Zero confidence is akin to top-hit blast; the classifier will just grab the closest hit without considering other similar hits. This is good for testing but not the most accurate method (results may vary: it depends on the contents of the mock community and the reference database but in general confidence=0 is a poor choice)

This is beginning to sound quite suspicious and I wonder if some technical error is afoot. Can you tell me a little more about your sequencing protocol. Do you know if the reads are in mixed orientations? Could you share a QZV barplot of your results?

Thanks!

Robin_Mjelle · April 15, 2020, 4:49pm

Thanks,
18 of the 20 species were detected using https://gtdb.ecogenomic.org/

Nicholas_Bokulich · April 15, 2020, 4:51pm

Excellent! That's more in line with expected performance. What species were missing and what false positives did you get?
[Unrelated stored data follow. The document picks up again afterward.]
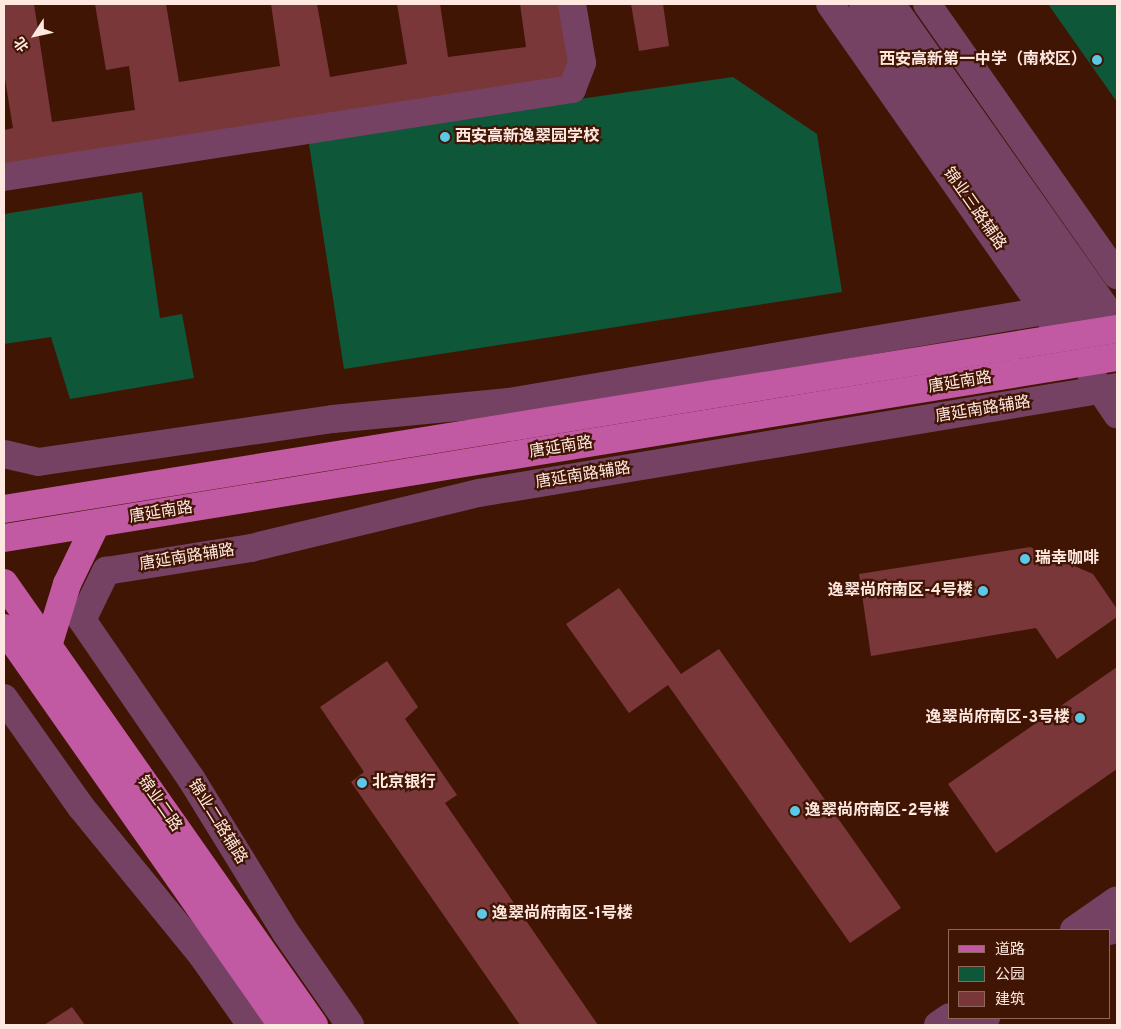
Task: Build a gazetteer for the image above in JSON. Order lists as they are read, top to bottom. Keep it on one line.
{"streets":{"main road":["唐延南路","锦业二路"],"street":["锦业三路辅路","唐延南路辅路","锦业二路辅路"]},"crossings":[["锦业三路辅路","唐延南路"],["唐延南路","唐延南路辅路"],["唐延南路辅路","锦业二路辅路"]],"places":["西安高新第一中学（南校区）","西安高新逸翠园学校","瑞幸咖啡","逸翠·尚府南区-4号楼","逸翠尚府南区-3号楼","北京银行","逸翠·尚府南区-2号楼","逸翠·尚府南区-1号楼"],"legend":["道路","公园","建筑"],"north":"bottom left"}
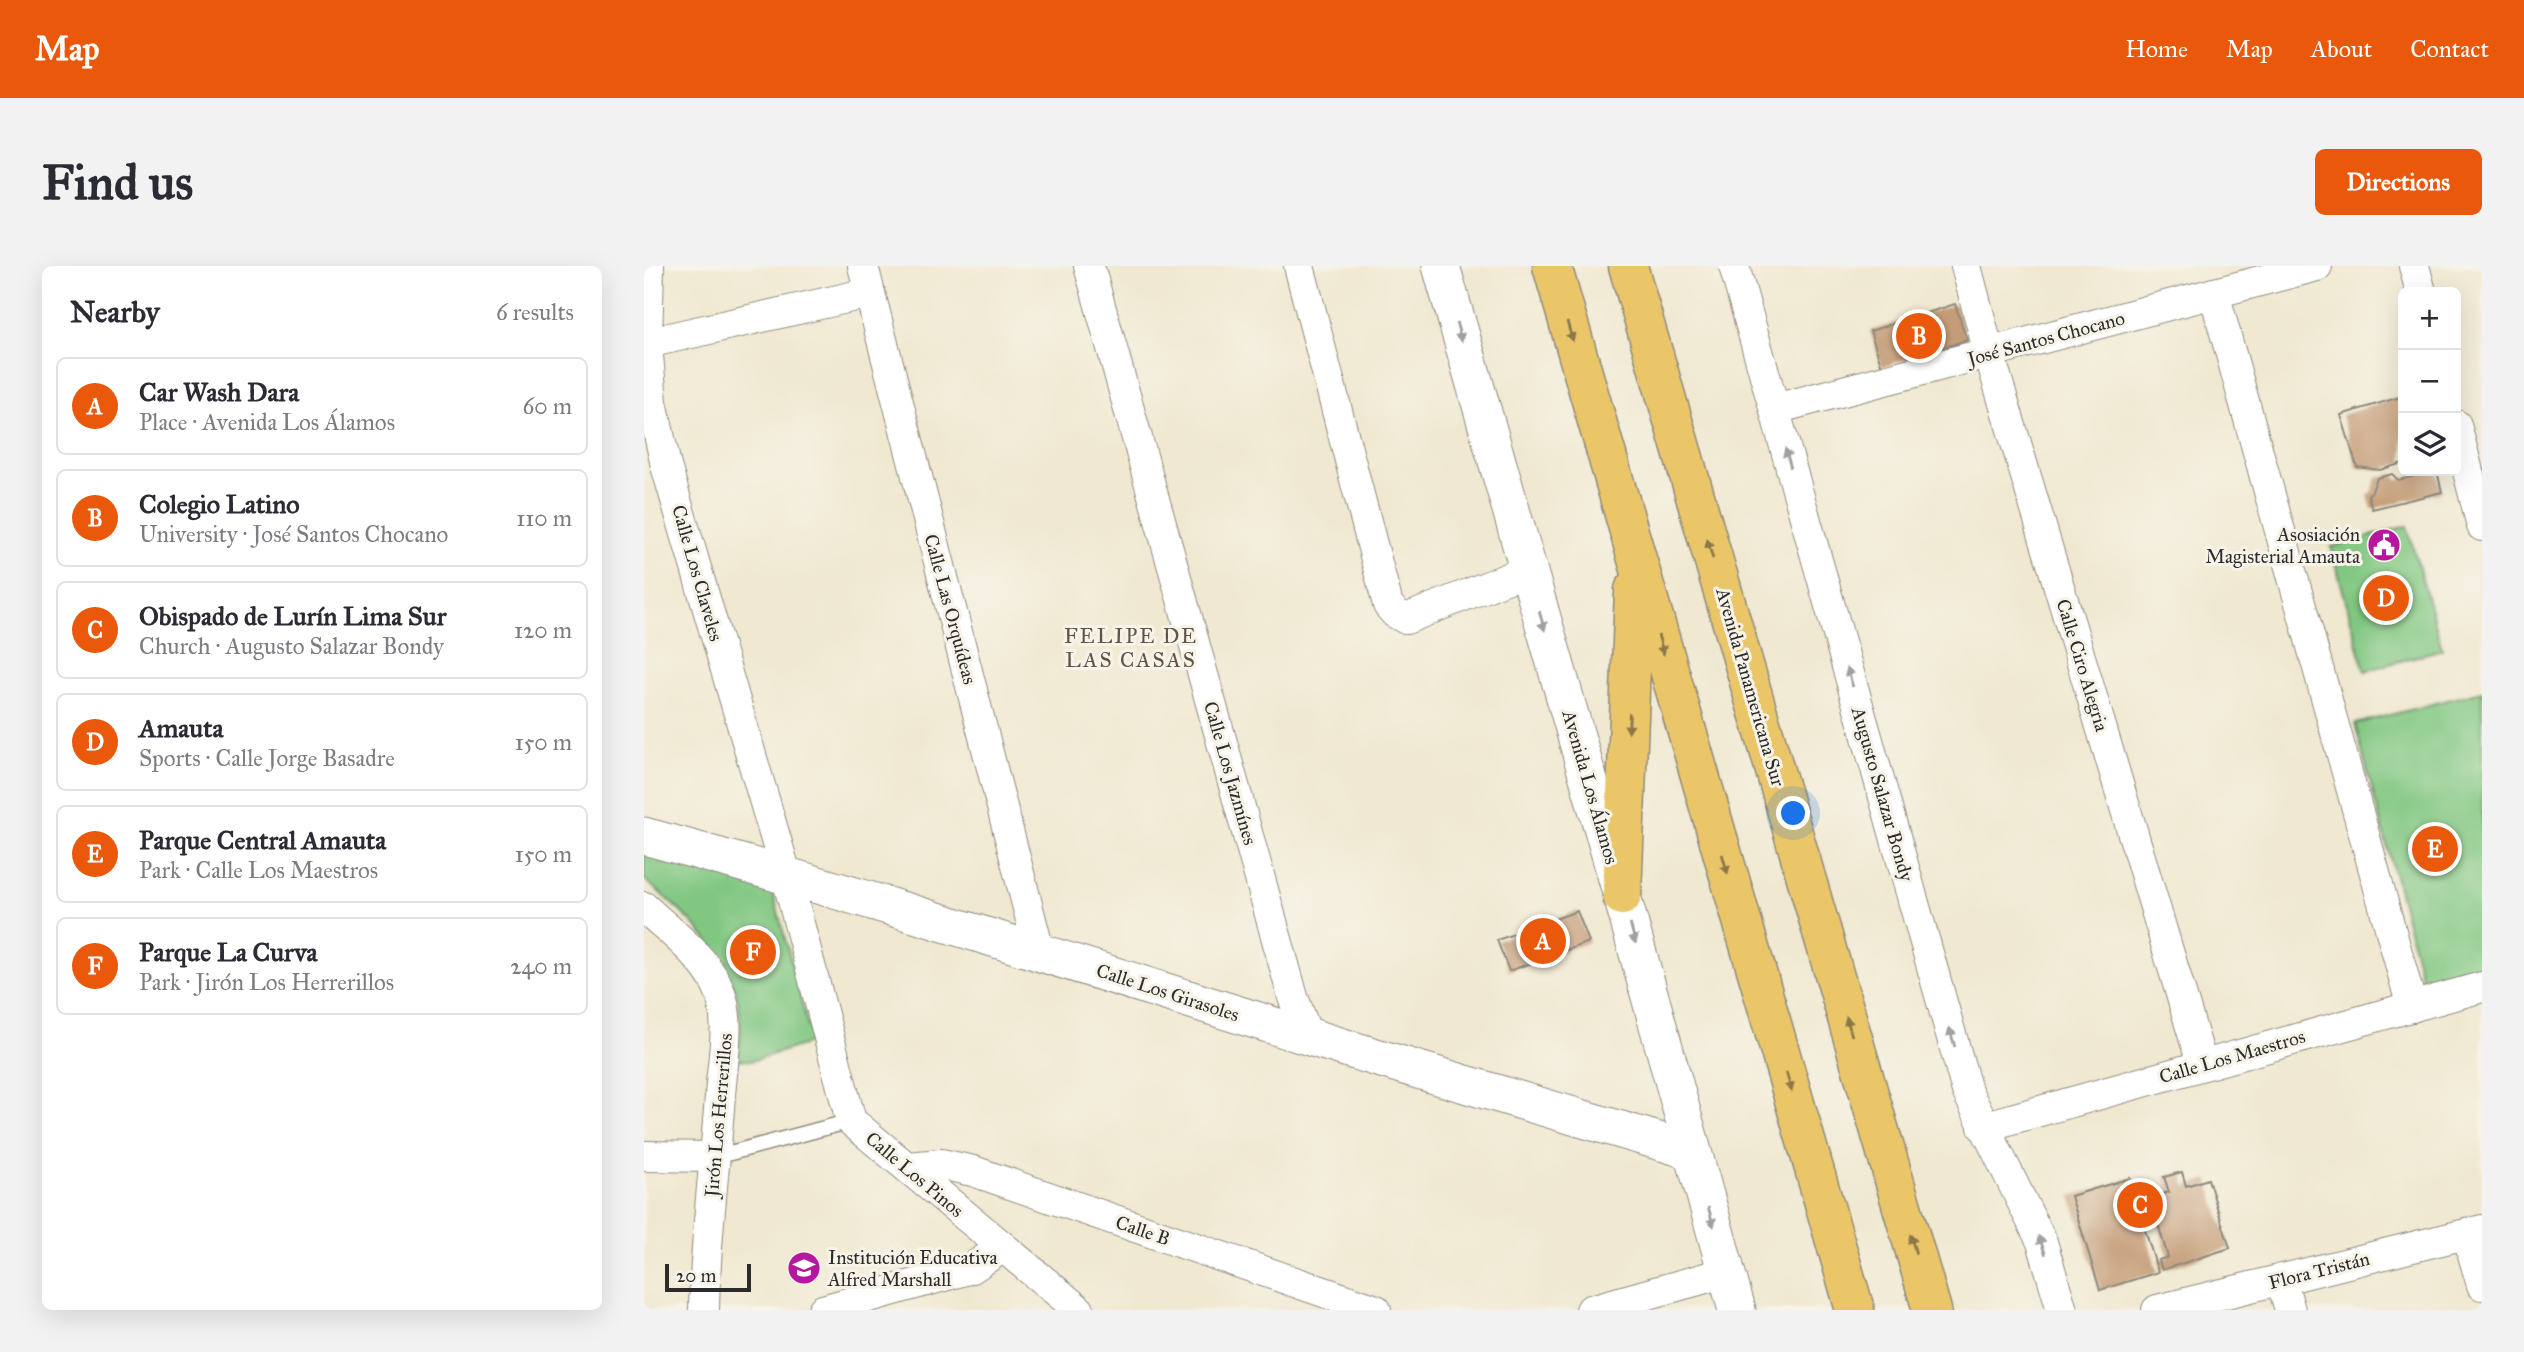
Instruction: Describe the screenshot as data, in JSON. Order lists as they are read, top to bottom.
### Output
{
  "streets": {
    "highway": ["Avenida Panamericana Sur"],
    "street": [
      "José Santos Chocano",
      "Calle Los Claveles",
      "Calle Las Orquídeas",
      "Calle Ciro Alegria",
      "Calle Los Jazmínes",
      "Avenida Los Álamos",
      "Augusto Salazar Bondy",
      "Calle Los Girasoles",
      "Calle Los Maestros",
      "Jirón Los Herrerillos",
      "Calle Los Pinos",
      "Calle B",
      "Flora Tristán"
    ]
  },
  "crossings": [
    ["José Santos Chocano", "Calle Ciro Alegria"],
    ["José Santos Chocano", "Augusto Salazar Bondy"],
    ["Calle Los Claveles", "Calle Los Girasoles"],
    ["Calle Los Claveles", "Calle Los Pinos"],
    ["Calle Las Orquídeas", "Calle Los Girasoles"],
    ["Calle Ciro Alegria", "Calle Los Maestros"],
    ["Calle Los Jazmínes", "Calle Los Girasoles"],
    ["Avenida Los Álamos", "Calle Los Girasoles"],
    ["Augusto Salazar Bondy", "Calle Los Maestros"],
    ["Calle Los Girasoles", "Calle Los Pinos"],
    ["Calle Los Pinos", "Calle B"]
  ],
  "one_way": ["Avenida Los Álamos", "Augusto Salazar Bondy"],
  "districts": ["FELIPE DE LAS CASAS"],
  "places": {
    "public building": ["Asosiación Magisterial Amauta"],
    "school or university": ["Institución Educativa Alfred Marshall"]
  },
  "scale_bar": "20 m",
  "page": {
    "header": "Map",
    "nav": [
      "Home",
      "Map",
      "About",
      "Contact"
    ],
    "buttons": "Directions",
    "title": "Find us",
    "heading": ["Nearby", "6 results"],
    "map_buttons": ["+", "−"],
    "pins": [
      "B",
      "D",
      "E",
      "A",
      "F",
      "C"
    ],
    "list": [
      {
        "mark": "A",
        "name": "Car Wash Dara",
        "note": "Place · Avenida Los Álamos",
        "value": "60 m"
      },
      {
        "mark": "B",
        "name": "Colegio Latino",
        "note": "University · José Santos Chocano",
        "value": "110 m"
      },
      {
        "mark": "C",
        "name": "Obispado de Lurín Lima Sur",
        "note": "Church · Augusto Salazar Bondy",
        "value": "120 m"
      },
      {
        "mark": "D",
        "name": "Amauta",
        "note": "Sports · Calle Jorge Basadre",
        "value": "150 m"
      },
      {
        "mark": "E",
        "name": "Parque Central Amauta",
        "note": "Park · Calle Los Maestros",
        "value": "150 m"
      },
      {
        "mark": "F",
        "name": "Parque La Curva",
        "note": "Park · Jirón Los Herrerillos",
        "value": "240 m"
      }
    ],
    "scale": "20 m"
  }
}
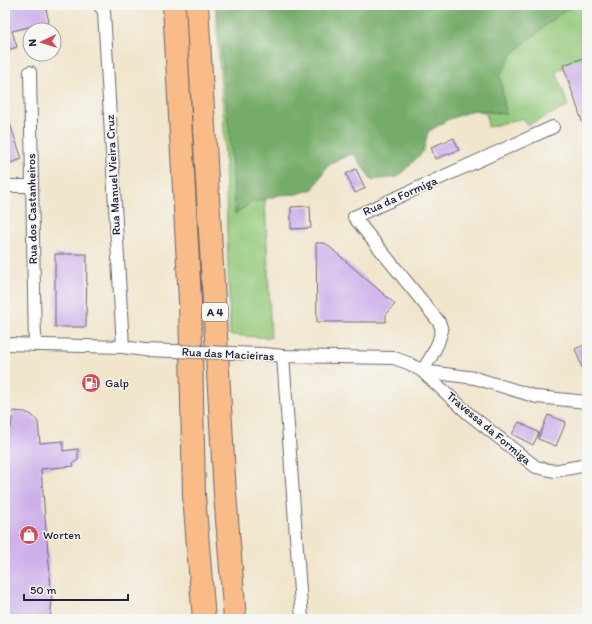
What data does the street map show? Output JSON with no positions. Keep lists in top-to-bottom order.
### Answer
{
  "streets": {
    "highway": ["A 4"],
    "street": [
      "Rua Manuel Vieira Cruz",
      "Rua da Formiga",
      "Rua dos Castanheiros",
      "Rua das Macieiras",
      "Travessa da Formiga"
    ]
  },
  "crossings": [
    ["Rua Manuel Vieira Cruz", "Rua das Macieiras"],
    ["Rua da Formiga", "Travessa da Formiga"],
    ["Rua dos Castanheiros", "Rua das Macieiras"]
  ],
  "places": {
    "fuel station": ["Galp"],
    "shop": ["Worten"]
  },
  "scale_bar": "50 m",
  "north": "left"
}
Note that GTDB has an altered taxonomy (to better reflect the molecular phylogeny), so any species you are missing just might have been renamed... you can search for the missing species on the GTDB site to see if they were renamed.

Robin_Mjelle · April 15, 2020, 4:59pm

Some false positives. I can send the .csv file if you are interested.

Staphylococcus aureus and Staphylococcus epidermidis seem to be missing.

Staphylococcus argenteu, Staphylococcus caprae and Staphylococcus simiae were detected instead

Nicholas_Bokulich · April 15, 2020, 6:34pm

Yep, I seem to recall those two being quite similar

Looking at GTDB, it looks like a number of S. aureus sequences were renamed S. argenteus in GTDB, so this could be a nomenclature issue. The others are probably misclassification (e.g., due to sequencing error on the other Staph isolates)

SoilRotifer · April 15, 2020, 9:36pm

Just as an FYI,

If you try it, let me know how well it works.

Note, you may have to retrain the classifier for the latest version of QIIME 2. If so, just use the base sequence and taxonomy files provided.

-Mike

Robin_Mjelle · April 16, 2020, 8:46am

A question regarding the databases. Does GTDB contain everything that is within Silva and GG?

Robin_Mjelle · April 16, 2020, 9:04am

Btw:
I used the file "bac120_ssu.fna". Should I instead use "ssu.fna"?
What is the main difference between the two?

https://data.ace.uq.edu.au/public/gtdb/data/releases/latest/

Nicholas_Bokulich · April 16, 2020, 2:59pm

No I believe the source data are all slightly different. GTDB's sequences are from Genbank refseq. SILVA's are from EMBL. Greengenes I am not sure, probably Genbank as of 7 years ago.

BUT GTDB should have all the same taxonomic groups (even if some of them are re-named).

No clue — I suggest reading the information on the GTDB site, there is probably a README with that information.